Infância marcada pela perda e pela ditadura

Andy Serkis teve uma infância repleta de contrastes. Criado em Ruislip Manor, nos arredores de Londres, ele é filho de Lylie, uma mãe anglo-iraquiana, e Clement, um pai iraquiano-armênio. Seu pai, que ajudou a construir um hospital em Bagdá, enfrentou problemas políticos após criticar o regime de Saddam Hussein. A perseguição resultou em dois meses de prisão e incerteza para a família.

“Meu pai desapareceu por um tempo. Não sabíamos o que havia acontecido com ele por dois meses”, contou Serkis. A experiência o marcou profundamente, despertando sua percepção sobre o abuso de poder — um tema recorrente em sua carreira.

De Orwell a Gollum: a arte como reflexo da vida

Essas memórias da infância estão intrinsecamente ligadas às obras que o consagraram. Serkis, que interpretou Gollum em O Senhor dos Anéis e César em Planeta dos Macacos, sempre buscou personagens complexos, cujas trajetórias refletem a corrupção e a luta pelo poder. Em uma conversa recente em um restaurante italiano em Nova York, ele relembrou como a obra de George Orwell, A Revolução dos Bichos, ressoou em sua vida desde a adolescência.

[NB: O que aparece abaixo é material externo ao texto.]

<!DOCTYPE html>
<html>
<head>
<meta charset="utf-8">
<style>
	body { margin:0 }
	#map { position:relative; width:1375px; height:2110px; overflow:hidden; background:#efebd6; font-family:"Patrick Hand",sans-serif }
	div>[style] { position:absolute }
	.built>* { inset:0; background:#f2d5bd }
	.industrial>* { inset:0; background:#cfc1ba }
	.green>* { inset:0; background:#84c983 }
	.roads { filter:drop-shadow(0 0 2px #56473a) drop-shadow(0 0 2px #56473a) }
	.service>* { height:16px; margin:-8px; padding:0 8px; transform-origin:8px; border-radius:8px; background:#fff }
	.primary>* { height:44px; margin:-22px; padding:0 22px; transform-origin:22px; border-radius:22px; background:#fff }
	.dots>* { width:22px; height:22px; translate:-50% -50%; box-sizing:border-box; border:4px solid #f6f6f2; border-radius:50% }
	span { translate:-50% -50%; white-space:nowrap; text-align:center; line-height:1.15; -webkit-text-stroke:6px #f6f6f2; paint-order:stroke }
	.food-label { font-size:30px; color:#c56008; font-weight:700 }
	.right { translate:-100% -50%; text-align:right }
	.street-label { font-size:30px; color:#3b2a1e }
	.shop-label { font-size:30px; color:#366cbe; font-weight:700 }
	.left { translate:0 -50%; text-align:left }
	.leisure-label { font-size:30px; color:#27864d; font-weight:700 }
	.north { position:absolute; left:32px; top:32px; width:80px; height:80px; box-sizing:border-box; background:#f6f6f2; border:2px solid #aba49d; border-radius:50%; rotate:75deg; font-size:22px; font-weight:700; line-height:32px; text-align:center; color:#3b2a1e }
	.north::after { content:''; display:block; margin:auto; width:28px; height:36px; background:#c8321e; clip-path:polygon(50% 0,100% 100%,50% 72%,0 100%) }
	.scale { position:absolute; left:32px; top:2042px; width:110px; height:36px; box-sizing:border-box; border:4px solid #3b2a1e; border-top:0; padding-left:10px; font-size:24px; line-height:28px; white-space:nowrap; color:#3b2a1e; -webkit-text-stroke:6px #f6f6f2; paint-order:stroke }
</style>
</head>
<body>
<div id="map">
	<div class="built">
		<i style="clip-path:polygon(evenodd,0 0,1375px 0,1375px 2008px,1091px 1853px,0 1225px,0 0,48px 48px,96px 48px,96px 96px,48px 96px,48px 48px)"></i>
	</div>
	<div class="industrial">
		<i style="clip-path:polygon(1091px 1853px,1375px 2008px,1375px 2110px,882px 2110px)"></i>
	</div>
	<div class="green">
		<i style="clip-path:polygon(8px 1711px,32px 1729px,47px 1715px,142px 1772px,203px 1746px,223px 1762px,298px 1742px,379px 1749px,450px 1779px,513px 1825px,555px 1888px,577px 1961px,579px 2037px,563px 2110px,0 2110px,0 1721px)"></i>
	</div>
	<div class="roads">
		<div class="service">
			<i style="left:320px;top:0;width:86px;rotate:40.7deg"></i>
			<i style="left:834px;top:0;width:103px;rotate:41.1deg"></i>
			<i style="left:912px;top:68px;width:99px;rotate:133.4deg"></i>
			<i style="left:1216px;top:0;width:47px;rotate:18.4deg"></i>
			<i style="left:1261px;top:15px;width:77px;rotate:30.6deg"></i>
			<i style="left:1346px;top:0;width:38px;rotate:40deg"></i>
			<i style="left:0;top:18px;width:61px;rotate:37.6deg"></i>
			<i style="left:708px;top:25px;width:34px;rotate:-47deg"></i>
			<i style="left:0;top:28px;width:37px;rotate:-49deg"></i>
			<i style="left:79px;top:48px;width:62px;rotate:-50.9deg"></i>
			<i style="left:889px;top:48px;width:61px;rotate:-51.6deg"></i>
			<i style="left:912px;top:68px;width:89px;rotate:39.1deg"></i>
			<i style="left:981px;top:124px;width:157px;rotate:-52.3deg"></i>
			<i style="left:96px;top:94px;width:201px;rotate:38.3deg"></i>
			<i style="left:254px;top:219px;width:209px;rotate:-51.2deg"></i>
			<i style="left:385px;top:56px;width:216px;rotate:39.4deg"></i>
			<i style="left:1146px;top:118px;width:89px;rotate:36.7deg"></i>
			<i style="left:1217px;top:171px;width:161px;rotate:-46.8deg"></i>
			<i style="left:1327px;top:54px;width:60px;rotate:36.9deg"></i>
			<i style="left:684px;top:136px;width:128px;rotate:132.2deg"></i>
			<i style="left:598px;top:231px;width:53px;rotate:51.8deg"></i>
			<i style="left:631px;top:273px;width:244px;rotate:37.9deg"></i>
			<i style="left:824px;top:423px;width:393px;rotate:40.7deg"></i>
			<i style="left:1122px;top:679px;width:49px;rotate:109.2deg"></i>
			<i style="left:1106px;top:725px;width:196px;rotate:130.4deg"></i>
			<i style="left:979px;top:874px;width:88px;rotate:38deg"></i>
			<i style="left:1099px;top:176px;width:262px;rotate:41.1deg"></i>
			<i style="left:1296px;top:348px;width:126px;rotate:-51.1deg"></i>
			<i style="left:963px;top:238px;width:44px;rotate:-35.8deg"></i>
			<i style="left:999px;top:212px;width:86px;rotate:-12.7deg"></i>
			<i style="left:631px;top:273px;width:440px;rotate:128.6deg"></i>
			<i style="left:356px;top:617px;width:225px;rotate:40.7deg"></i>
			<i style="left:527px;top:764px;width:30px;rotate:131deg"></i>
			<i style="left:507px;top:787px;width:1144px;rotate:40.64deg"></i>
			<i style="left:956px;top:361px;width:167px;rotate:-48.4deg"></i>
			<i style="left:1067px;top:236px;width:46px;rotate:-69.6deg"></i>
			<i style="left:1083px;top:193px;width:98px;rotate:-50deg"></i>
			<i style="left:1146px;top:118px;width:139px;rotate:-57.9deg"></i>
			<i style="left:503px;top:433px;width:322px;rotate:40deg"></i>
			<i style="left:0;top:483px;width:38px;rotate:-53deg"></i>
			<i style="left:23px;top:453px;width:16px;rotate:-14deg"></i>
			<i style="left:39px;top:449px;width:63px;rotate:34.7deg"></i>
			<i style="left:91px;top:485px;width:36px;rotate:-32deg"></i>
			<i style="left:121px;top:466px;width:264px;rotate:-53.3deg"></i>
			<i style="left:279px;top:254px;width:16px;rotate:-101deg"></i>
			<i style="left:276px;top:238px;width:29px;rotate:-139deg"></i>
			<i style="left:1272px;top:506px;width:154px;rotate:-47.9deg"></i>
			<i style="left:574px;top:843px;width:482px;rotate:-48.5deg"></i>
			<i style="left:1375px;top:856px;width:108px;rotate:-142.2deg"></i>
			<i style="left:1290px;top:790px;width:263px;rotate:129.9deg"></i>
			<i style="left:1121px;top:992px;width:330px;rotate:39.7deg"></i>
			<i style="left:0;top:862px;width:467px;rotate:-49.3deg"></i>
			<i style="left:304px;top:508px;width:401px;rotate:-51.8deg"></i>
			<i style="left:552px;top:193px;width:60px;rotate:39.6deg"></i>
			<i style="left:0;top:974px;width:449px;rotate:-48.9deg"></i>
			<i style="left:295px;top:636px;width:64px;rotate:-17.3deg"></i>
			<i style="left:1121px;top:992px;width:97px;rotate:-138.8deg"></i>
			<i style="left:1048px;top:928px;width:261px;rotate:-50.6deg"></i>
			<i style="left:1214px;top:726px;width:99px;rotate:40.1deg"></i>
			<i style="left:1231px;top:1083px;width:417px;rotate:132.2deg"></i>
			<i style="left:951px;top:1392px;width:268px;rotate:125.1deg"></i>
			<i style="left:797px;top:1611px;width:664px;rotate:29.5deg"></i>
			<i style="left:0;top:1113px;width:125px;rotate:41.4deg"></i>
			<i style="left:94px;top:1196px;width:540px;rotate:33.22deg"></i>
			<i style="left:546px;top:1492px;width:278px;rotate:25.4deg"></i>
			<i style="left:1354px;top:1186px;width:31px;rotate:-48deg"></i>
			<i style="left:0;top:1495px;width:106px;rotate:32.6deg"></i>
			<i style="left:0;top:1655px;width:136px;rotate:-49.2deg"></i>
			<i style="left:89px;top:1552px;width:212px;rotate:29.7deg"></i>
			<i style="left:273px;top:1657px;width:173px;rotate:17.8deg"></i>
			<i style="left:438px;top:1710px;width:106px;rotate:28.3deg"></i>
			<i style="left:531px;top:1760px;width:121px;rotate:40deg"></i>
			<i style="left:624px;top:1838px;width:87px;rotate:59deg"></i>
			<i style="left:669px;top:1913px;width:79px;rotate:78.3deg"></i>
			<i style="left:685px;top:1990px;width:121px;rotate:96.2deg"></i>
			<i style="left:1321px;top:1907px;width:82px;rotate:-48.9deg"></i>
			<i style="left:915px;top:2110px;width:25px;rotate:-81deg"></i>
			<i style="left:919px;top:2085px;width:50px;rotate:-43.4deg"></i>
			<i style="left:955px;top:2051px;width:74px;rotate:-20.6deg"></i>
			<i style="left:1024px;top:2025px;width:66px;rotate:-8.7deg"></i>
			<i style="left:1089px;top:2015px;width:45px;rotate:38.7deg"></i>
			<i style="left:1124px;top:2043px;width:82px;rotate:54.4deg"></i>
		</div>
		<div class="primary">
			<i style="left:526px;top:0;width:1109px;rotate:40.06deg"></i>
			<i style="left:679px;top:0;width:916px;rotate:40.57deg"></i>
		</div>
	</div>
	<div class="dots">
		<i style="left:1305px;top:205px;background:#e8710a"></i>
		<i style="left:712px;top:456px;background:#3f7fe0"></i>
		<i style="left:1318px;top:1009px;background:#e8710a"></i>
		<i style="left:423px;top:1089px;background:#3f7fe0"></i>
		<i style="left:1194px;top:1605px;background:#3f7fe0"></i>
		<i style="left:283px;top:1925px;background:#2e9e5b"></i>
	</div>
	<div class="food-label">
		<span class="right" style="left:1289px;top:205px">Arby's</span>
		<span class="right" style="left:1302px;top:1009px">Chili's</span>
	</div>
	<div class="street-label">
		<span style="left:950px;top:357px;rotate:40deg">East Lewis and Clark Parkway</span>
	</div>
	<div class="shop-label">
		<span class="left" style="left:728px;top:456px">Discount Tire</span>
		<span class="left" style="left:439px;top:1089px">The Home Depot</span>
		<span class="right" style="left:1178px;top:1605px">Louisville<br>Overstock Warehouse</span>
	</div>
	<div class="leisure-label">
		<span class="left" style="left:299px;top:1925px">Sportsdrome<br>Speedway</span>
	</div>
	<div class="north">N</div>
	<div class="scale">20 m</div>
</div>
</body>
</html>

“Li o livro no ônibus a caminho da escola quando tinha cerca de 11 ou 12 anos”, contou. “Era uma história com animais, então parecia inocente, mas havia algo sinistro por baixo. Foi a primeira vez que me conectei tão profundamente com um livro.” Serkis enxergou paralelos entre a obra e sua própria história: “Vi o que estava acontecendo com os julgamentos-farsa dos animais e a perseguição do proletariado pela elite.”

Uma década dedicada a 'A Revolução dos Bichos'

Mais de dez anos de trabalho foram dedicados à adaptação cinematográfica de A Revolução dos Bichos, um projeto pessoal que uniu sua paixão pela atuação e pela defesa dos direitos animais. A obra, que critica regimes autoritários, sempre esteve presente em sua mente, mas só recentemente pôde ser concretizada.

“Desde criança, fui atraído por essa história. Ela me mostrou como as narrativas podem ser poderosas e como a arte pode refletir a realidade”, afirmou. Agora, com a conclusão do filme, Serkis espera que a mensagem de Orwell continue relevante em um mundo ainda assolado por desigualdades e opressões.

O legado de Serkis: do cinema à defesa animal

Além de sua carreira como ator e diretor, Serkis é conhecido por seu ativismo em prol dos direitos dos animais. Sua trajetória, marcada por experiências pessoais e obras que desafiam o poder, reforça seu compromisso em usar a arte como ferramenta de transformação social.

“A arte pode expor verdades incômodas e inspirar mudanças. Minha missão é usar minha voz para dar visibilidade a causas que muitas vezes são ignoradas.”